*** Opening of Record excerpts ***

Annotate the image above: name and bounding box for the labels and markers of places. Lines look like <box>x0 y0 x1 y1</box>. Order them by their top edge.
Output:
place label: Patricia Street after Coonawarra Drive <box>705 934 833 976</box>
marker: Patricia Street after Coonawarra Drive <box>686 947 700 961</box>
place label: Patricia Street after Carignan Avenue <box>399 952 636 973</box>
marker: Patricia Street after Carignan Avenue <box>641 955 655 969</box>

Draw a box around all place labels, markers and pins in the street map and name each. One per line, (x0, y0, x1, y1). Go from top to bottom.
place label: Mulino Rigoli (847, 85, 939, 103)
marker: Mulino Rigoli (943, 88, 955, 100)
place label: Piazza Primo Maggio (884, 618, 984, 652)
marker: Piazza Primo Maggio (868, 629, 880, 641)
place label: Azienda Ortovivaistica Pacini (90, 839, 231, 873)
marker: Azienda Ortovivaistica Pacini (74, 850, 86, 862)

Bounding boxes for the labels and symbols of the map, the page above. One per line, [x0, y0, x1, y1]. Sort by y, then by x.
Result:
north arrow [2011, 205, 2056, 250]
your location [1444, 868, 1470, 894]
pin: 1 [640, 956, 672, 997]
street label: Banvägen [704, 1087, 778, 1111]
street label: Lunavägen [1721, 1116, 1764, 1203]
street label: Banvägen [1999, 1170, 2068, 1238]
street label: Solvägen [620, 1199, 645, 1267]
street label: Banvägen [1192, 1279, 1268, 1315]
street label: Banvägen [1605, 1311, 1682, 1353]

*** Close of Record excerpts ***

--- Action item ---
Each entry above needs to be duplicated exactly.

--- Written solution ---
Annotate the image above: name and bounding box for the labels and markers of places. Lines look like <box>x0 y0 x1 y1</box>. Order them by their top edge.
Output:
place label: Patricia Street after Coonawarra Drive <box>705 934 833 976</box>
marker: Patricia Street after Coonawarra Drive <box>686 947 700 961</box>
place label: Patricia Street after Carignan Avenue <box>399 952 636 973</box>
marker: Patricia Street after Carignan Avenue <box>641 955 655 969</box>

Draw a box around all place labels, markers and pins in the street map and name each. One per line, (x0, y0, x1, y1). Go from top to bottom.
place label: Mulino Rigoli (847, 85, 939, 103)
marker: Mulino Rigoli (943, 88, 955, 100)
place label: Piazza Primo Maggio (884, 618, 984, 652)
marker: Piazza Primo Maggio (868, 629, 880, 641)
place label: Azienda Ortovivaistica Pacini (90, 839, 231, 873)
marker: Azienda Ortovivaistica Pacini (74, 850, 86, 862)

Bounding boxes for the labels and symbols of the map, the page above. One per line, [x0, y0, x1, y1]. Sort by y, then by x.
Result:
north arrow [2011, 205, 2056, 250]
your location [1444, 868, 1470, 894]
pin: 1 [640, 956, 672, 997]
street label: Banvägen [704, 1087, 778, 1111]
street label: Lunavägen [1721, 1116, 1764, 1203]
street label: Banvägen [1999, 1170, 2068, 1238]
street label: Solvägen [620, 1199, 645, 1267]
street label: Banvägen [1192, 1279, 1268, 1315]
street label: Banvägen [1605, 1311, 1682, 1353]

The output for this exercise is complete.